### PROBLEM TO WORK ON
Only the lines from the top of the data through the line with "0 #d2cfcb) drop-shadow(-2px" should be repeated, each exactly as written.

===============

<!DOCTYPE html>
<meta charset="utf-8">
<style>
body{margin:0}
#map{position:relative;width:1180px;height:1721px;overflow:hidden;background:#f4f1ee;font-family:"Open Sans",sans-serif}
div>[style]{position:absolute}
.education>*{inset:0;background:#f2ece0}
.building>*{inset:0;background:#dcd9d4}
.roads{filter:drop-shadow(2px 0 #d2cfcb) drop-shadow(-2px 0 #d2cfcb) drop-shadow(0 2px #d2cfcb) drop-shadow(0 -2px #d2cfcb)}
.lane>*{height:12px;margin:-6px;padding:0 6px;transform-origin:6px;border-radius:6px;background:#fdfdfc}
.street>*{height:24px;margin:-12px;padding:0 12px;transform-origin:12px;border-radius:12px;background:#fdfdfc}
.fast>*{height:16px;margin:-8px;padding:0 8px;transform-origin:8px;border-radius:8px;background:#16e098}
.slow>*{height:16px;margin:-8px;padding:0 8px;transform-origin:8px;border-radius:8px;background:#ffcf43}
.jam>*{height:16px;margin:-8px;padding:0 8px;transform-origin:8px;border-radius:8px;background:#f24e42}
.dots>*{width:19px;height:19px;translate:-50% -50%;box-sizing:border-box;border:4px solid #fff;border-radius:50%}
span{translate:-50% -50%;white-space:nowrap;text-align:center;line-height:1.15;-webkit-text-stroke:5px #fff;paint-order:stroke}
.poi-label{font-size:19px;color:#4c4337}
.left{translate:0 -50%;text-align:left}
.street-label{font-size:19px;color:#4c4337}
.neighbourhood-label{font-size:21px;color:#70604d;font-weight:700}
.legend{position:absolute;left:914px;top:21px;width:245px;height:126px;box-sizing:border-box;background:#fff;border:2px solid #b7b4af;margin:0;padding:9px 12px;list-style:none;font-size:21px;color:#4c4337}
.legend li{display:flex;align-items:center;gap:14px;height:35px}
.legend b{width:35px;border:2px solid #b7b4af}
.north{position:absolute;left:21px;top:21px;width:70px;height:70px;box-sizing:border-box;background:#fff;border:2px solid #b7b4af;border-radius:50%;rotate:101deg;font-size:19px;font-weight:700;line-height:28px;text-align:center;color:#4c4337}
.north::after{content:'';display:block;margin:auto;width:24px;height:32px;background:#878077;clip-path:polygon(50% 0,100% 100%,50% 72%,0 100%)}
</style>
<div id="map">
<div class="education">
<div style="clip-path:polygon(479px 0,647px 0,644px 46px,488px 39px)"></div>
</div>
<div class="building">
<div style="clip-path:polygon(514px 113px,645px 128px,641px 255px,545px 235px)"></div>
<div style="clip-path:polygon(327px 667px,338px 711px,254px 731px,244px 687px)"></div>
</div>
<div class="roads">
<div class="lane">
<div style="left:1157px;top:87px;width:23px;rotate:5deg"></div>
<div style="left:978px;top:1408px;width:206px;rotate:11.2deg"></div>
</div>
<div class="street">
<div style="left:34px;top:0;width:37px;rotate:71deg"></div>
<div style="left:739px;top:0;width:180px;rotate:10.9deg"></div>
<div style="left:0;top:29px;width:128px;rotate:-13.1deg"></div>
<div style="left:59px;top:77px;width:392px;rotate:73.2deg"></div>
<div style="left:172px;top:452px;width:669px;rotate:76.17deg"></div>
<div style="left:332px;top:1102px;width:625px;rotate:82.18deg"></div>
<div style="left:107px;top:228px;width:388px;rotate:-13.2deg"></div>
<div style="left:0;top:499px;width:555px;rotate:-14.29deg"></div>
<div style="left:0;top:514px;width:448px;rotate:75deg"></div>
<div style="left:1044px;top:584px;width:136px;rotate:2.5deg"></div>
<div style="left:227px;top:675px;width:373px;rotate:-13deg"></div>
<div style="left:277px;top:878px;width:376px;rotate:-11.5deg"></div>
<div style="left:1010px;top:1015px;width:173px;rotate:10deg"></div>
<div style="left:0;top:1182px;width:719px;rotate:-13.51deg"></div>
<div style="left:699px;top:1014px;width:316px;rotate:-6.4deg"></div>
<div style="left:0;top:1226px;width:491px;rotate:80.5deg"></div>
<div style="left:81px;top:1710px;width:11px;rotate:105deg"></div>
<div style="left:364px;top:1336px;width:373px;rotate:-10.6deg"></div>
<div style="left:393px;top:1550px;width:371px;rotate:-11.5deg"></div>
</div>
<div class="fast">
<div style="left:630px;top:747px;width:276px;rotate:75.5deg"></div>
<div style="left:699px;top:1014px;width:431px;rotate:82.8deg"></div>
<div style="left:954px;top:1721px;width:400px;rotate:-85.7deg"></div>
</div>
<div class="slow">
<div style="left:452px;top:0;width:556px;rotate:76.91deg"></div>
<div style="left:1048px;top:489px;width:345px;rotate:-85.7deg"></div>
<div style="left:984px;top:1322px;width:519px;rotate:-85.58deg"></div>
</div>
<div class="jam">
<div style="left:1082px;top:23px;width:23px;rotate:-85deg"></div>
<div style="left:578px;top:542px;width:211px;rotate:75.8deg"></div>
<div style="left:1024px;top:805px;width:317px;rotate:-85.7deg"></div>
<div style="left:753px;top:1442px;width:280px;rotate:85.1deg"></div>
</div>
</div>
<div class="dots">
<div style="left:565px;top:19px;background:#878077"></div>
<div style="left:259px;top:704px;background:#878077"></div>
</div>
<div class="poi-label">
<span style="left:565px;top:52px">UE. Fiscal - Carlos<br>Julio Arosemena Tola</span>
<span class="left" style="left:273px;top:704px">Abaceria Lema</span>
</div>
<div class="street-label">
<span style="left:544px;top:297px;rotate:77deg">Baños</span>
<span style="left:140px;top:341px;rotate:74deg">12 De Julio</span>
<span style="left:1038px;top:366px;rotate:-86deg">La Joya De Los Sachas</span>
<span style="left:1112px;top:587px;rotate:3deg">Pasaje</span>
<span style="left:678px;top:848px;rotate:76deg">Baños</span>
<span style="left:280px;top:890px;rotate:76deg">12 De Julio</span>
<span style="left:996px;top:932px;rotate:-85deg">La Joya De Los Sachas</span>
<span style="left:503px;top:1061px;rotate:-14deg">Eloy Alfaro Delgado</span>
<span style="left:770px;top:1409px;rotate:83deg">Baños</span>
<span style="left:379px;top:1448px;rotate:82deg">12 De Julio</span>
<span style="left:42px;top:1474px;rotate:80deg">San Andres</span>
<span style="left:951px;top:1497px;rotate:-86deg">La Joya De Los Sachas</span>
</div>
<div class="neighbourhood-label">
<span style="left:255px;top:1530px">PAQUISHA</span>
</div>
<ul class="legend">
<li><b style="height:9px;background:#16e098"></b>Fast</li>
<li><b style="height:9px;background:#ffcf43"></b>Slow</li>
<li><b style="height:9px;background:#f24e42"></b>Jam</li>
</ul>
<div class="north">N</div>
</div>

===============

### EXERCISE RESULT
<!DOCTYPE html>
<meta charset="utf-8">
<style>
body{margin:0}
#map{position:relative;width:1180px;height:1721px;overflow:hidden;background:#f4f1ee;font-family:"Open Sans",sans-serif}
div>[style]{position:absolute}
.education>*{inset:0;background:#f2ece0}
.building>*{inset:0;background:#dcd9d4}
.roads{filter:drop-shadow(2px 0 #d2cfcb) drop-shadow(-2px 0 #d2cfcb) drop-shadow(0 2px #d2cfcb) drop-shadow(0 -2px #d2cfcb)}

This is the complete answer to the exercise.